- [Material for this exercise]
= = =

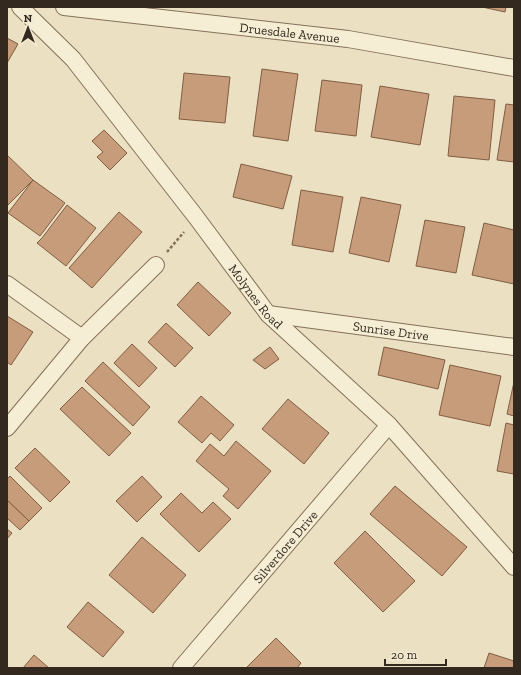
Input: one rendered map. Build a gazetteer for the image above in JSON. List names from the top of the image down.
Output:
{
  "streets": {
    "street": [
      "Druesdale Avenue",
      "Molynes Road",
      "Sunrise Drive",
      "Silverdore Drive"
    ]
  },
  "crossings": [
    ["Molynes Road", "Sunrise Drive"],
    ["Molynes Road", "Silverdore Drive"]
  ],
  "scale_bar": "20 m",
  "north": "top"
}
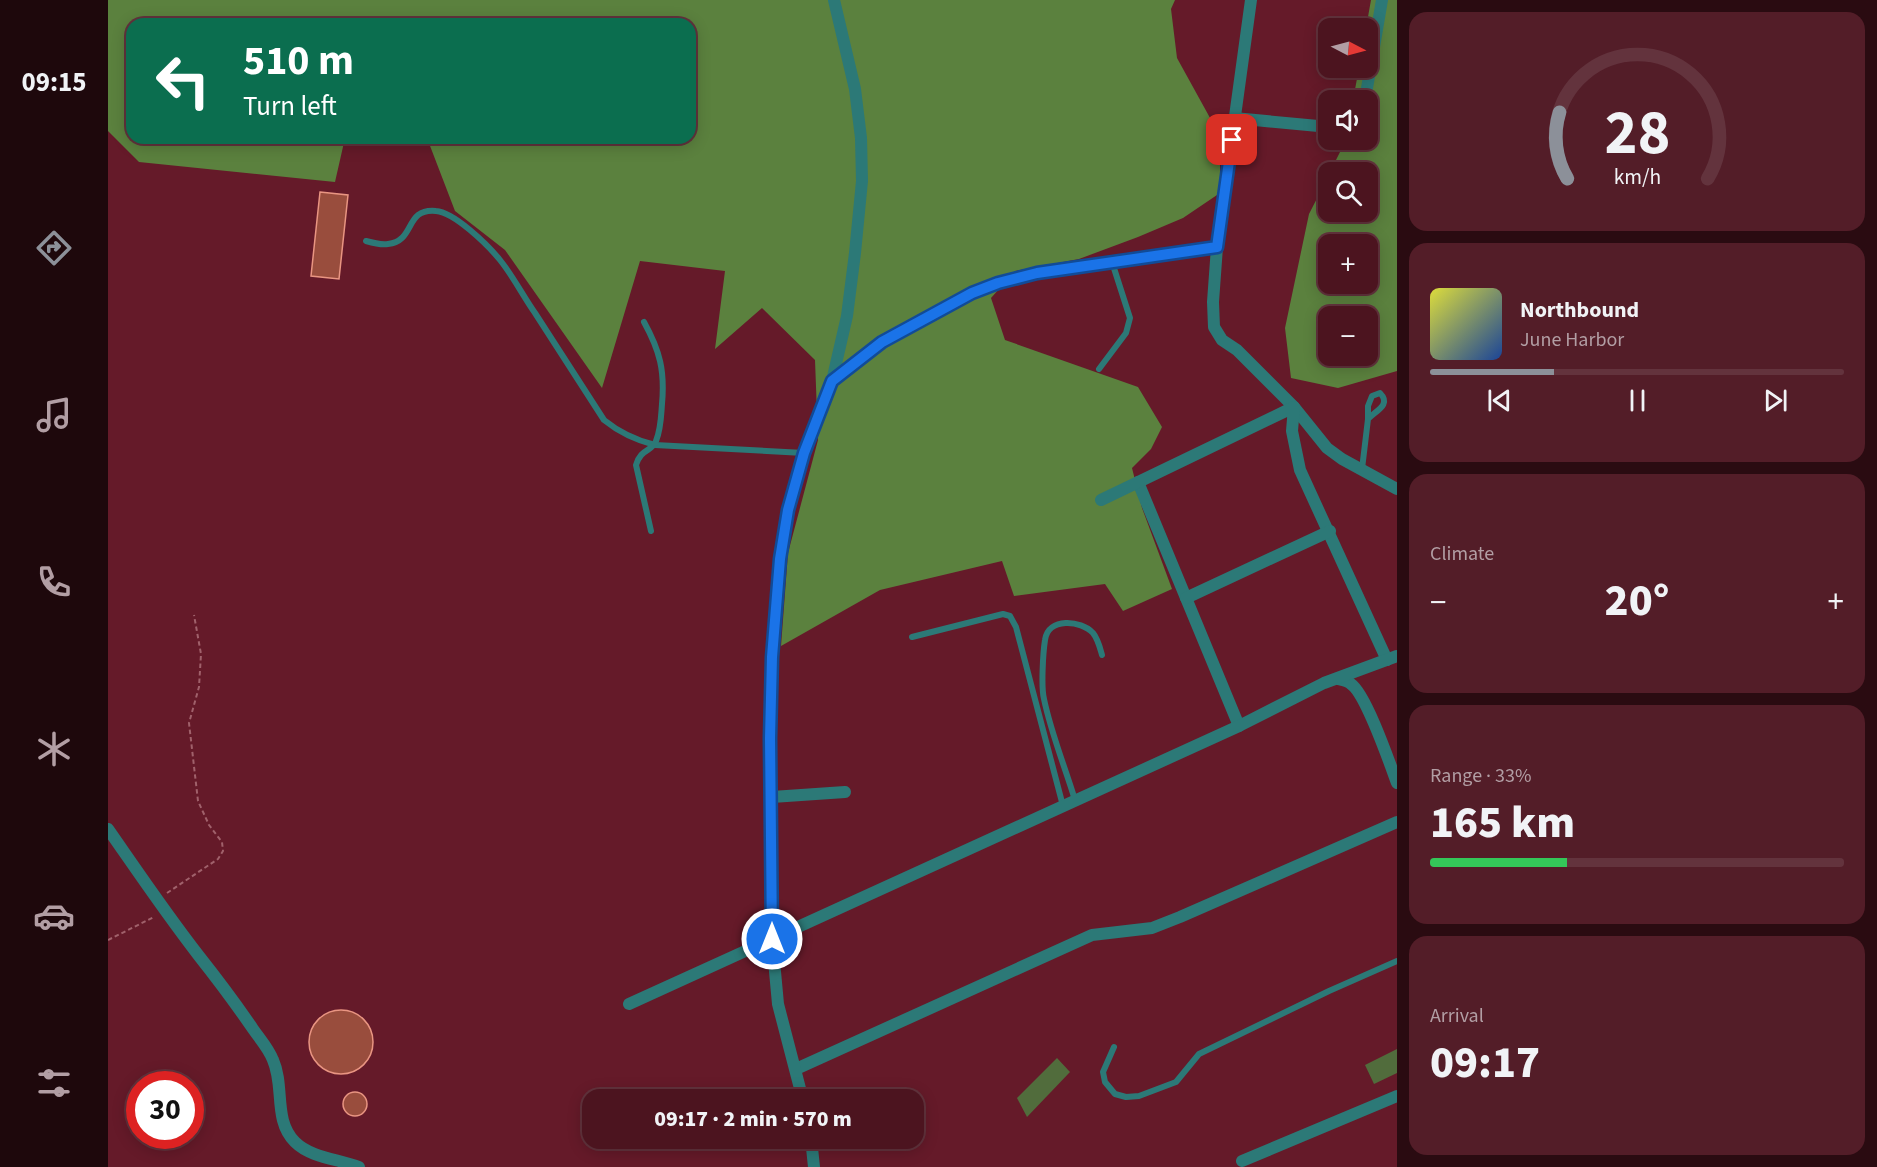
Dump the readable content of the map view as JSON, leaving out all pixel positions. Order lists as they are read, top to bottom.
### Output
{
  "north": "right",
  "page": {
    "tabs": "09:15",
    "map_buttons": ["+", "−"],
    "turn": ["510 m", "Turn left"],
    "song": ["Northbound", "June Harbor"],
    "tile": [
      "Climate",
      ["Range · 33%", "165 km"],
      ["Arrival", "09:17"]
    ],
    "heat": ["−", "20°", "+"],
    "limit": "30",
    "trip": "09:17 · 2 min · 570 m",
    "gauge": ["28", "km/h"]
  }
}
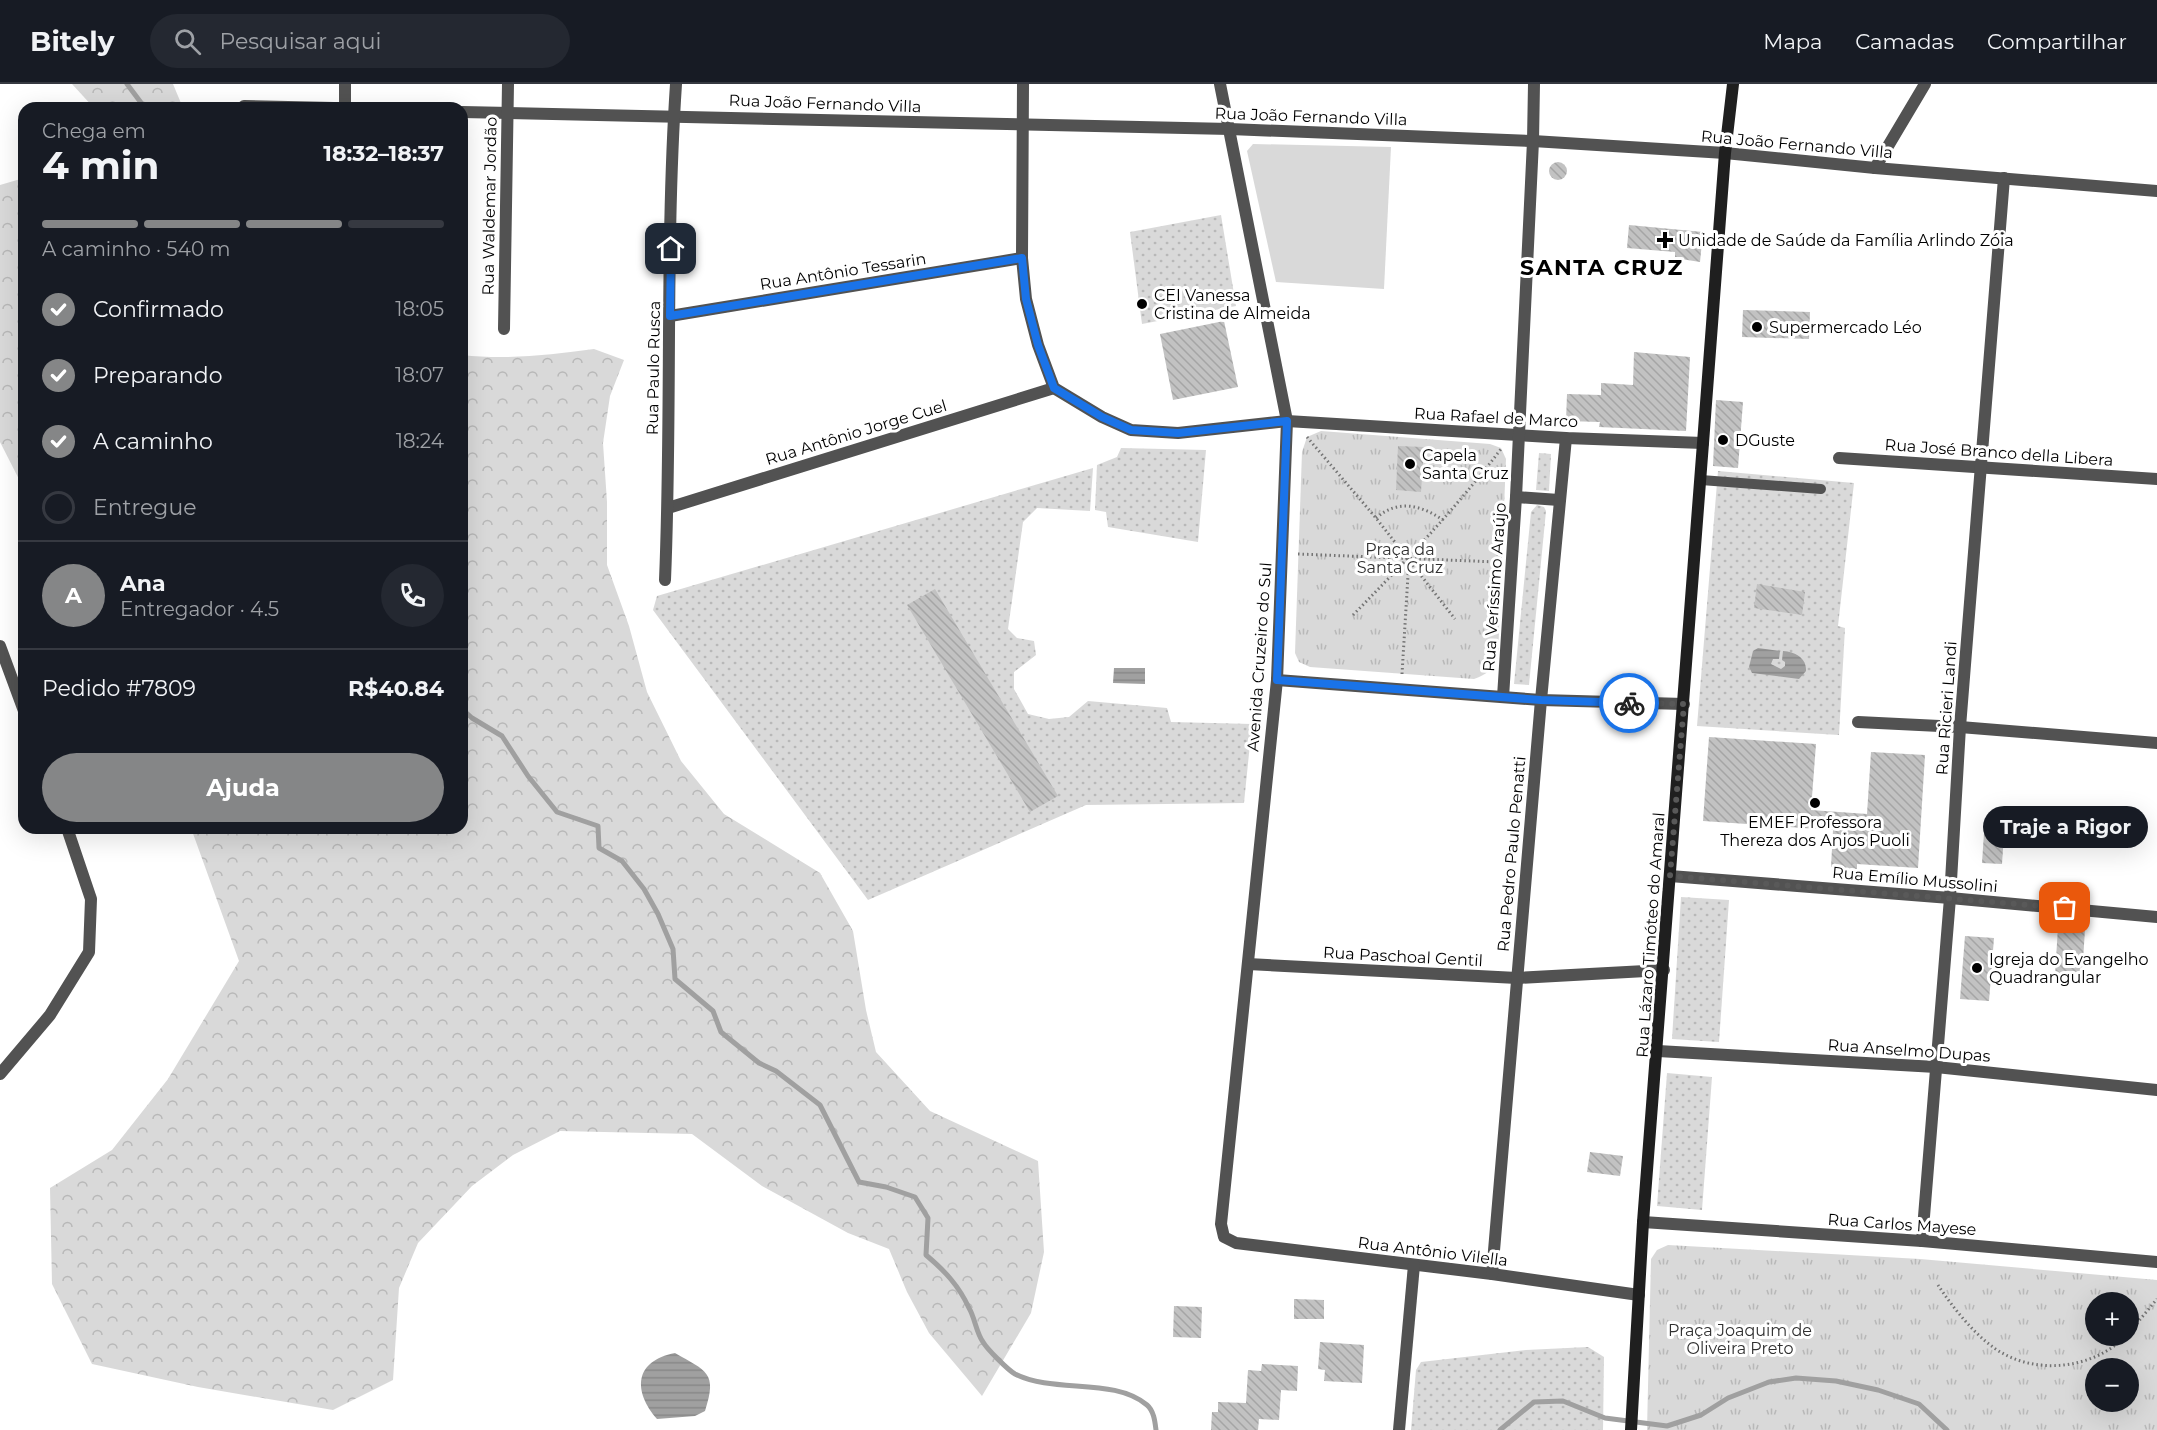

= = =

- [Task] Work through the records above. Copy every line with the string "JSON".

- [Output for this task]
Input: one rendered map. Build a gazetteer for the image above in JSON. List names from the top of the image down.
Dump the readable content of the map view as JSON, leaving out all pixel positions. Order lists as they are read, top to bottom.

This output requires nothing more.